WHAT YOU HAVE TO DO
Output the entries exactly as they appear. Pictures should not be included.

(DATA IN THIS EXERCISE)

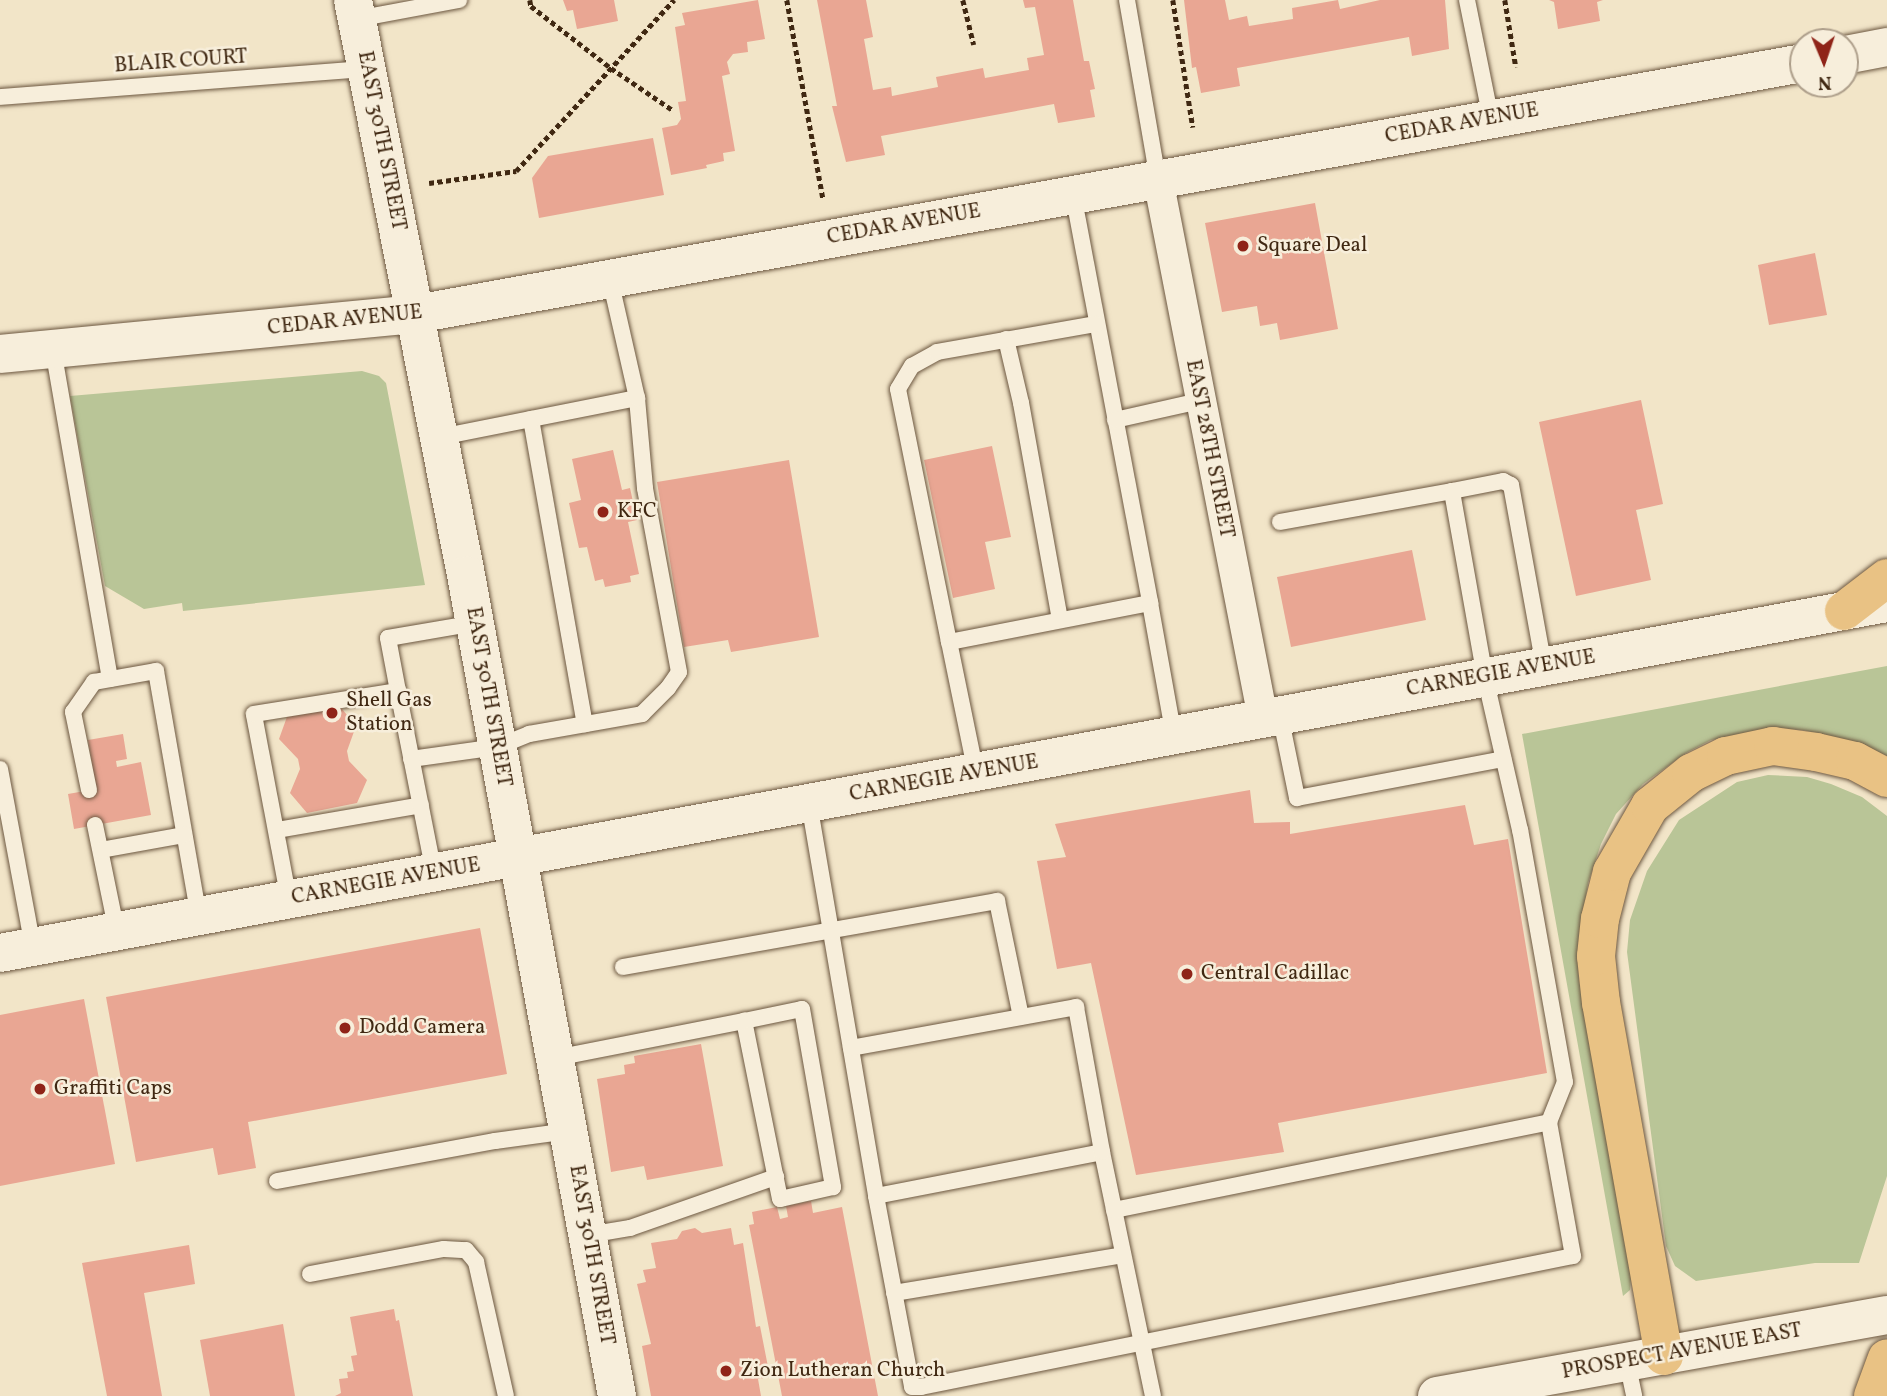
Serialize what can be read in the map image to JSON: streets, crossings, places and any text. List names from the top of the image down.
{
  "streets": {
    "main road": [
      "CEDAR AVENUE",
      "EAST 30TH STREET",
      "CARNEGIE AVENUE",
      "PROSPECT AVENUE EAST"
    ],
    "street": ["EAST 28TH STREET"],
    "lane": ["BLAIR COURT"]
  },
  "crossings": [
    ["BLAIR COURT", "EAST 30TH STREET"],
    ["CEDAR AVENUE", "EAST 30TH STREET"],
    ["CEDAR AVENUE", "EAST 28TH STREET"],
    ["EAST 30TH STREET", "CARNEGIE AVENUE"],
    ["EAST 28TH STREET", "CARNEGIE AVENUE"]
  ],
  "places": [
    "Square Deal",
    "KFC",
    "Shell Gas Station",
    "Central Cadillac",
    "Dodd Camera",
    "Graffiti Caps",
    "Zion Lutheran Church"
  ],
  "north": "bottom"
}
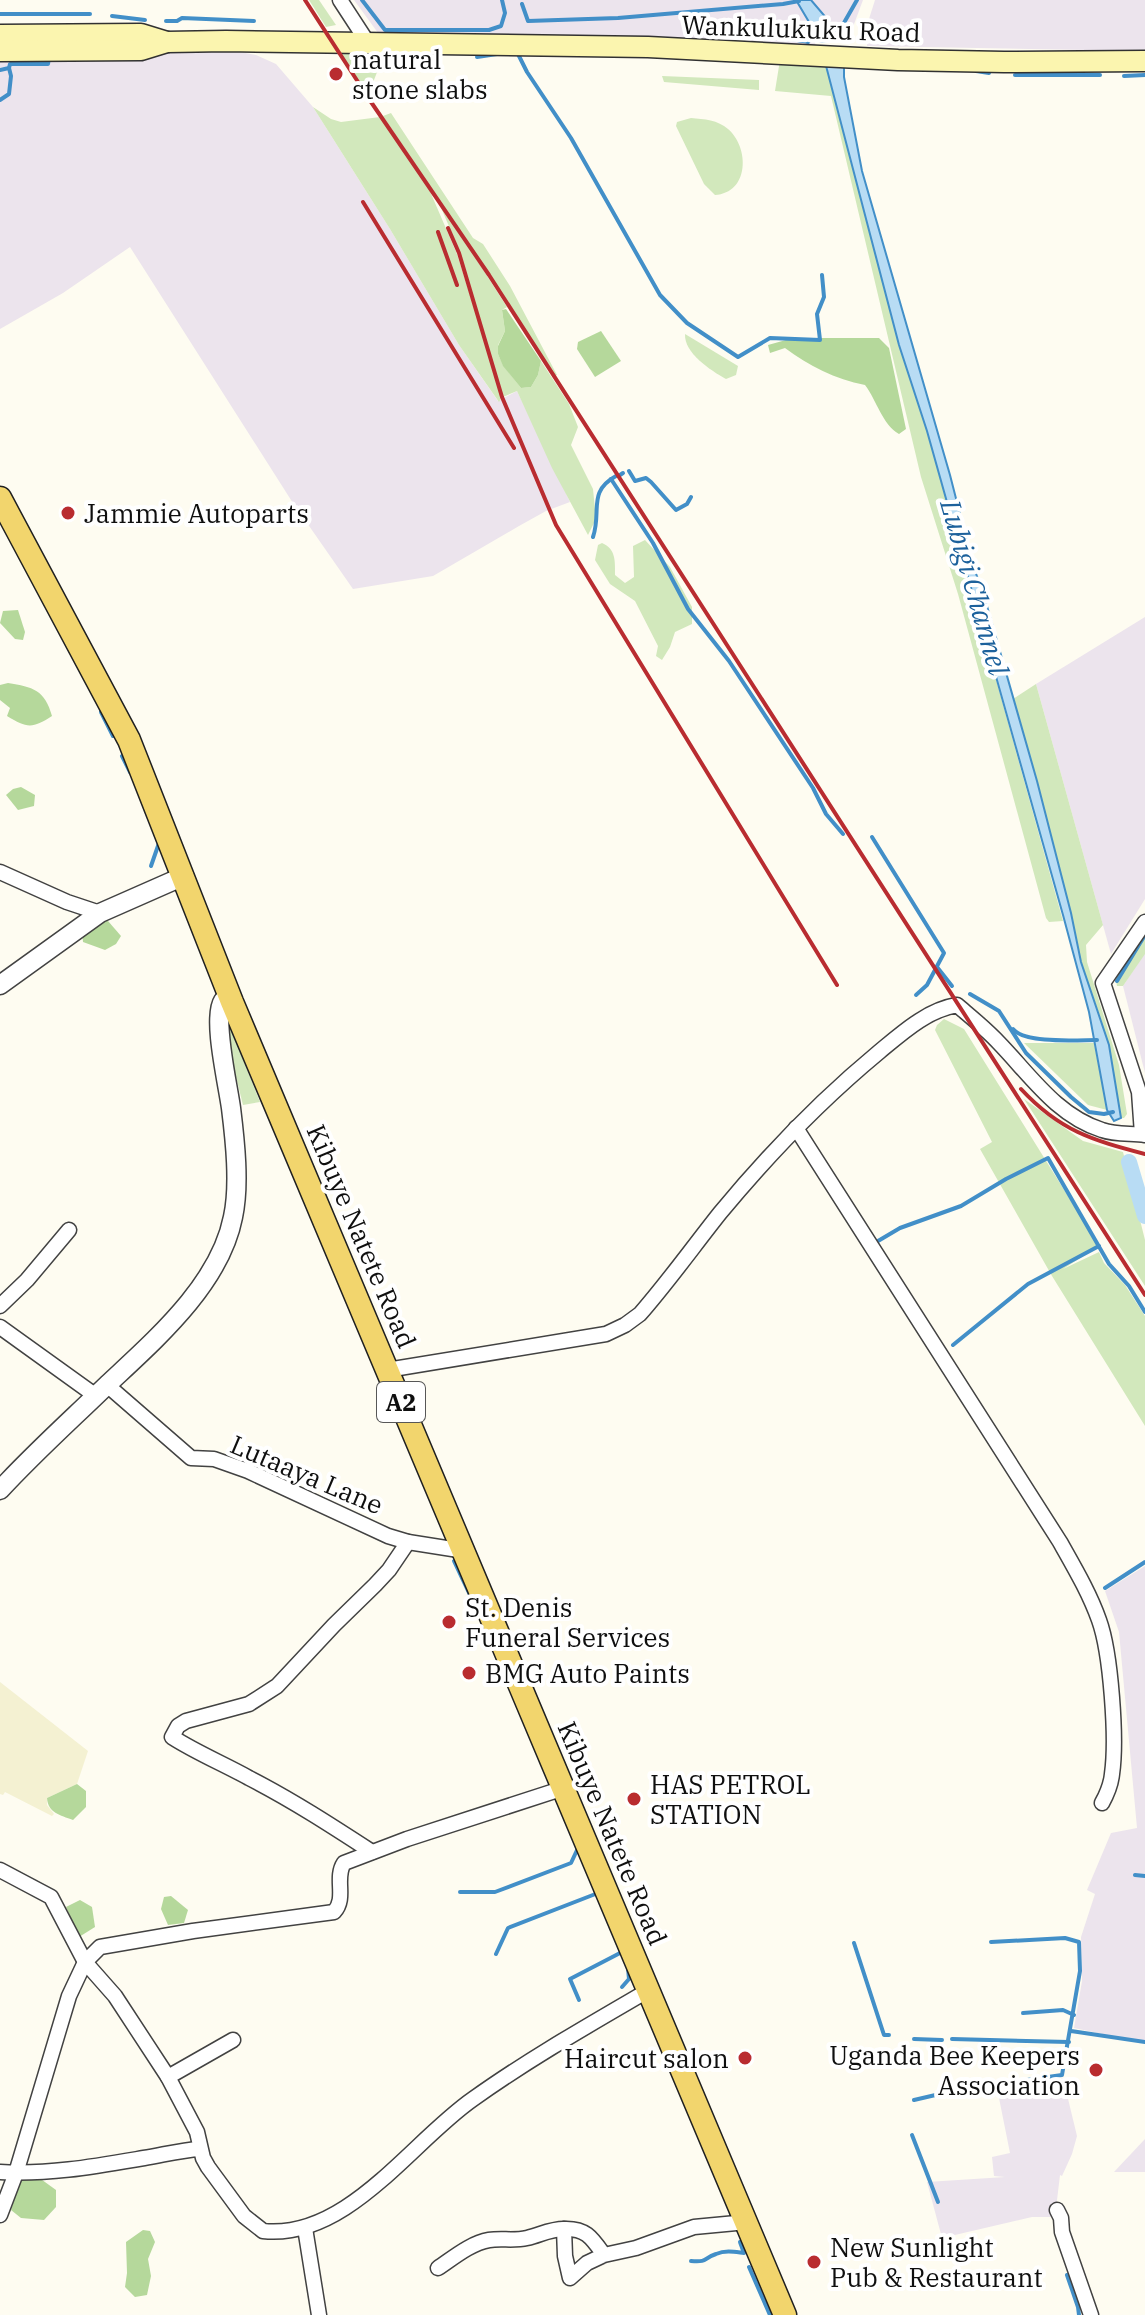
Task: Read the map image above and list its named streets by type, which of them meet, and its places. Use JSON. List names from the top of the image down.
{
  "streets": {
    "main road": ["Wankulukuku Road", "Kibuye Natete Road", "A2"],
    "street": ["Lutaaya Lane"]
  },
  "crossings": [
    ["Kibuye Natete Road", "Lutaaya Lane"]
  ],
  "water": ["Lubigi Channel"],
  "places": [
    "natural stone slabs",
    "Jammie Autoparts",
    "St. Denis Funeral Services",
    "BMG Auto Paints",
    "HAS PETROL STATION",
    "Haircut salon",
    "Uganda Bee Keepers Association",
    "New Sunlight Pub & Restaurant"
  ]
}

(End DATA IN THIS EXERCISE)

FINISHED TASK
Serialize what can be read in the map image to JSON: streets, crossings, places and any text. List names from the top of the image down.
{
  "streets": {
    "main road": [
      "CEDAR AVENUE",
      "EAST 30TH STREET",
      "CARNEGIE AVENUE",
      "PROSPECT AVENUE EAST"
    ],
    "street": ["EAST 28TH STREET"],
    "lane": ["BLAIR COURT"]
  },
  "crossings": [
    ["BLAIR COURT", "EAST 30TH STREET"],
    ["CEDAR AVENUE", "EAST 30TH STREET"],
    ["CEDAR AVENUE", "EAST 28TH STREET"],
    ["EAST 30TH STREET", "CARNEGIE AVENUE"],
    ["EAST 28TH STREET", "CARNEGIE AVENUE"]
  ],
  "places": [
    "Square Deal",
    "KFC",
    "Shell Gas Station",
    "Central Cadillac",
    "Dodd Camera",
    "Graffiti Caps",
    "Zion Lutheran Church"
  ],
  "north": "bottom"
}
Task: Read the map image above and list its named streets by type, which of them meet, and its places. Use JSON. List names from the top of the image down.
{
  "streets": {
    "main road": ["Wankulukuku Road", "Kibuye Natete Road", "A2"],
    "street": ["Lutaaya Lane"]
  },
  "crossings": [
    ["Kibuye Natete Road", "Lutaaya Lane"]
  ],
  "water": ["Lubigi Channel"],
  "places": [
    "natural stone slabs",
    "Jammie Autoparts",
    "St. Denis Funeral Services",
    "BMG Auto Paints",
    "HAS PETROL STATION",
    "Haircut salon",
    "Uganda Bee Keepers Association",
    "New Sunlight Pub & Restaurant"
  ]
}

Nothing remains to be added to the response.